The lines to copy from the listing below are those that contain the string "hidden".

****

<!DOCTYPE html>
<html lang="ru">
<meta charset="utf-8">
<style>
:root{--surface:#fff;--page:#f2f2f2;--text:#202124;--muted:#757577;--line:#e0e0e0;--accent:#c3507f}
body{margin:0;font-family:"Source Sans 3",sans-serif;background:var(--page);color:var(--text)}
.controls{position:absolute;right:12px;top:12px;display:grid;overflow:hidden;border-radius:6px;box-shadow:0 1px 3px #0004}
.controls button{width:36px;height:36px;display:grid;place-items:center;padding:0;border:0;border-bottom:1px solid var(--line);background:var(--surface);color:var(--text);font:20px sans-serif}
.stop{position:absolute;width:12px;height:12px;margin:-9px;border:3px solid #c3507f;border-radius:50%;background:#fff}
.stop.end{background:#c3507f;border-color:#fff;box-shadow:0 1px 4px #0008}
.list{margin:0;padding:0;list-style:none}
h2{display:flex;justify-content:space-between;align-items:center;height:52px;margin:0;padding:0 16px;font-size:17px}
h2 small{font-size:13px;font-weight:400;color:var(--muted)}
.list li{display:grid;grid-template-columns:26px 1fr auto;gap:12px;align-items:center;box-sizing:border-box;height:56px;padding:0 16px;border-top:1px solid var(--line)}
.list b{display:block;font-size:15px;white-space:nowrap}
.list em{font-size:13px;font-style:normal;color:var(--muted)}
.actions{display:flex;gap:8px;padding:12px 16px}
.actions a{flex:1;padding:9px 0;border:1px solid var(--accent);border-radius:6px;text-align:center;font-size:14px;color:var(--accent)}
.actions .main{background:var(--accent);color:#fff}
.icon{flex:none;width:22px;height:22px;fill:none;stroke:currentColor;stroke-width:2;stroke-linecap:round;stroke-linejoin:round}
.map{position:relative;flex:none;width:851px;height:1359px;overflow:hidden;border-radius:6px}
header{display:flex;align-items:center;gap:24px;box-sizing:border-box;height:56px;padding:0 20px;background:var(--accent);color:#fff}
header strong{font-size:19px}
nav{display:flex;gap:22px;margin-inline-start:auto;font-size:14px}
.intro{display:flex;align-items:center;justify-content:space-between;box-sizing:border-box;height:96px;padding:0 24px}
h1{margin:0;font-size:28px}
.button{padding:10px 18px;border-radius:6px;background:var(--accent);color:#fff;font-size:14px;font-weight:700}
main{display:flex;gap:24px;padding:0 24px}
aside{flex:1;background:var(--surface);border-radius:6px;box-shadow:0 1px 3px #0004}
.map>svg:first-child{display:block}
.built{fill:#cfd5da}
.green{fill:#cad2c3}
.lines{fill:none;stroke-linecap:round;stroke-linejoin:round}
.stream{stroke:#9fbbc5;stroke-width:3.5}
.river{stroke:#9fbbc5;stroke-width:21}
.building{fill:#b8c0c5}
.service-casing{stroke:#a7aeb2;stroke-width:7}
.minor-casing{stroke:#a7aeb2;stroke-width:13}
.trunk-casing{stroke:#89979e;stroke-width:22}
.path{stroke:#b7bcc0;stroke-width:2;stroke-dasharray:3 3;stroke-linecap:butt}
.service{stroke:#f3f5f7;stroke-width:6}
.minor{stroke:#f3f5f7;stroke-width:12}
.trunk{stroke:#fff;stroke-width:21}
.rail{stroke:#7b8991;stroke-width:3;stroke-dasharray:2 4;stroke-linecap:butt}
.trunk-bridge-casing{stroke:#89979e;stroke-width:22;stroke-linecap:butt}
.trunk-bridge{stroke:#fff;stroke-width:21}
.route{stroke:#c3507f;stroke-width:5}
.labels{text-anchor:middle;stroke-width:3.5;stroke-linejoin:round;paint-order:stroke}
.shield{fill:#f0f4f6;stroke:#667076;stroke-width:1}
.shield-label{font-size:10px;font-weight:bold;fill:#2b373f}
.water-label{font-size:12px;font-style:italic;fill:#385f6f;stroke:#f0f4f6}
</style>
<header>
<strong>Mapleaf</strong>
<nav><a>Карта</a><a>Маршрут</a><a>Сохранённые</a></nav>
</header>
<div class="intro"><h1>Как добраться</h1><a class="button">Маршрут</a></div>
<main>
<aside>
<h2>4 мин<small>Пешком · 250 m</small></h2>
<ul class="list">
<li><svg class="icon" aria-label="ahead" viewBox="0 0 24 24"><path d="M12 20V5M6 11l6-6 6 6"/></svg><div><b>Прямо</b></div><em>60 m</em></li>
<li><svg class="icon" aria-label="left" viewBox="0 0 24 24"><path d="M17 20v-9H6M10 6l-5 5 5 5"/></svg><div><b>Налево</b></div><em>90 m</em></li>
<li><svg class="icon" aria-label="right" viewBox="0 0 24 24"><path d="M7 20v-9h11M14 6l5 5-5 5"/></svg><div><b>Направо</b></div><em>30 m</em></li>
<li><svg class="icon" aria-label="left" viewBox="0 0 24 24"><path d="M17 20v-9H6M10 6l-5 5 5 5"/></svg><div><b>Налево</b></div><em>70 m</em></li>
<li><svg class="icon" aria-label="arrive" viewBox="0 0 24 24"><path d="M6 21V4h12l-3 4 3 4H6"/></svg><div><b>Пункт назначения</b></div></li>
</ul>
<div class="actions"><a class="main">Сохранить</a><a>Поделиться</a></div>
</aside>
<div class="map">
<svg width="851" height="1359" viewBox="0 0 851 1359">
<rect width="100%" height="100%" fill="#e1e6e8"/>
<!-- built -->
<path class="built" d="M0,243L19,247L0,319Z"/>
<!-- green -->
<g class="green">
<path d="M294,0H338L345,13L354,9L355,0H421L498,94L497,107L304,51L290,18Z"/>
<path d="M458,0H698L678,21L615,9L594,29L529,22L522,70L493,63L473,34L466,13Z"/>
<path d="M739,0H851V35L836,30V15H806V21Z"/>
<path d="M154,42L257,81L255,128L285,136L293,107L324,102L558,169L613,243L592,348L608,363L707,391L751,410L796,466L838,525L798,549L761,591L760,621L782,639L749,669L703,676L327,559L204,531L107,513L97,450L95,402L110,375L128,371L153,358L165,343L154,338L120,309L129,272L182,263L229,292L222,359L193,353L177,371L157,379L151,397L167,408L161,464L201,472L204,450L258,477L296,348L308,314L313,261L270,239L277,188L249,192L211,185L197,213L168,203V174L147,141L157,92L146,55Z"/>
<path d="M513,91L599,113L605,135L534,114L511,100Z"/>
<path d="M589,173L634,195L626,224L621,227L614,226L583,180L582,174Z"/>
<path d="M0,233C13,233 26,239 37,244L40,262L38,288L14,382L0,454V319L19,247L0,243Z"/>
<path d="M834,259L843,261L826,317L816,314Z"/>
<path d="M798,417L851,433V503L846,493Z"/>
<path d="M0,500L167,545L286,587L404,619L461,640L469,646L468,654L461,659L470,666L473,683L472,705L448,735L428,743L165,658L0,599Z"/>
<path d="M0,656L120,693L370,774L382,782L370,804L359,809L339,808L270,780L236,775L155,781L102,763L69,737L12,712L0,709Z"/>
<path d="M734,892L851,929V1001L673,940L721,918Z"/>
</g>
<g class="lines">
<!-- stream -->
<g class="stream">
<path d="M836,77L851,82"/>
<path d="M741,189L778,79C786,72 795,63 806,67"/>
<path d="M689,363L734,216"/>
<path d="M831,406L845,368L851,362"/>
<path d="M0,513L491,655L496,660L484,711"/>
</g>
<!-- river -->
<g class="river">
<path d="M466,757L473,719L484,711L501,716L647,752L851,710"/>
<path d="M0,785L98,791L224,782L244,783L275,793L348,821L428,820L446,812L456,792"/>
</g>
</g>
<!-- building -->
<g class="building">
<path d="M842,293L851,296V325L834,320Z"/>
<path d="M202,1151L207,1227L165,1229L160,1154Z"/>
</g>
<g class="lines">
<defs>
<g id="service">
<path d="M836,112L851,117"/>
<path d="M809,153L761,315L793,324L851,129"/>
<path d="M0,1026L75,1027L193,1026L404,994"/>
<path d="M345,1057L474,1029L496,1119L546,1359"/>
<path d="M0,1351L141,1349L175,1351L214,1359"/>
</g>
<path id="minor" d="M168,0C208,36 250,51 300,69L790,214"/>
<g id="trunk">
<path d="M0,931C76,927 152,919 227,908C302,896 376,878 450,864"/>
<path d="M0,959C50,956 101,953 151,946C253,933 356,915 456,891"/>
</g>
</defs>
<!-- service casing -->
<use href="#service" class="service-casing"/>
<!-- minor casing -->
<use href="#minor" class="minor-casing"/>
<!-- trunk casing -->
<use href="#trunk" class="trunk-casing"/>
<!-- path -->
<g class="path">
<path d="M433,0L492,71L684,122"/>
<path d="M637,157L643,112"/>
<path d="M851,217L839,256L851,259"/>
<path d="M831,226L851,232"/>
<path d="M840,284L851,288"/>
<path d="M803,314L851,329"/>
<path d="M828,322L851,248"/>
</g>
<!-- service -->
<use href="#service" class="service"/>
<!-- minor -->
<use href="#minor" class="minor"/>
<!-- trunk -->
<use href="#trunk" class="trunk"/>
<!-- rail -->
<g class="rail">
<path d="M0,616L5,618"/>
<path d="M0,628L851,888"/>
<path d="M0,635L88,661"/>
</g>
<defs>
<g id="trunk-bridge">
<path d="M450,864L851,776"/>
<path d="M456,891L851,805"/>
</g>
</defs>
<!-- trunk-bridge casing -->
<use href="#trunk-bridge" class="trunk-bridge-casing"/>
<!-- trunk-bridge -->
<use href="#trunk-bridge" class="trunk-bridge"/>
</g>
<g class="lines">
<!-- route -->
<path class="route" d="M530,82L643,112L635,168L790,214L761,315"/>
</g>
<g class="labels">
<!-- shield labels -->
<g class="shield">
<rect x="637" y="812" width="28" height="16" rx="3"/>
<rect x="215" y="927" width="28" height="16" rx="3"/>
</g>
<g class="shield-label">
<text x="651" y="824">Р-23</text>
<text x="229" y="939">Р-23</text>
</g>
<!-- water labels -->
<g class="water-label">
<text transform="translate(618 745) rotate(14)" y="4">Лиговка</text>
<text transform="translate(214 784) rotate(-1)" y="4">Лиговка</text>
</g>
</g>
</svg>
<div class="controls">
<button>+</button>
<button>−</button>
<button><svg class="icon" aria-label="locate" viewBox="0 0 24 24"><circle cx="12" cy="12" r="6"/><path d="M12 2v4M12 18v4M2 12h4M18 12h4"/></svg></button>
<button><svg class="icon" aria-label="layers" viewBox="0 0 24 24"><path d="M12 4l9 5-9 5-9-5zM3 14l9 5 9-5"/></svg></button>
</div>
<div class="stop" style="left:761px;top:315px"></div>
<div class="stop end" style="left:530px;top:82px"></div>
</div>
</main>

****

- [WRITTEN ANSWER]:
.controls{position:absolute;right:12px;top:12px;display:grid;overflow:hidden;border-radius:6px;box-shadow:0 1px 3px #0004}
.map{position:relative;flex:none;width:851px;height:1359px;overflow:hidden;border-radius:6px}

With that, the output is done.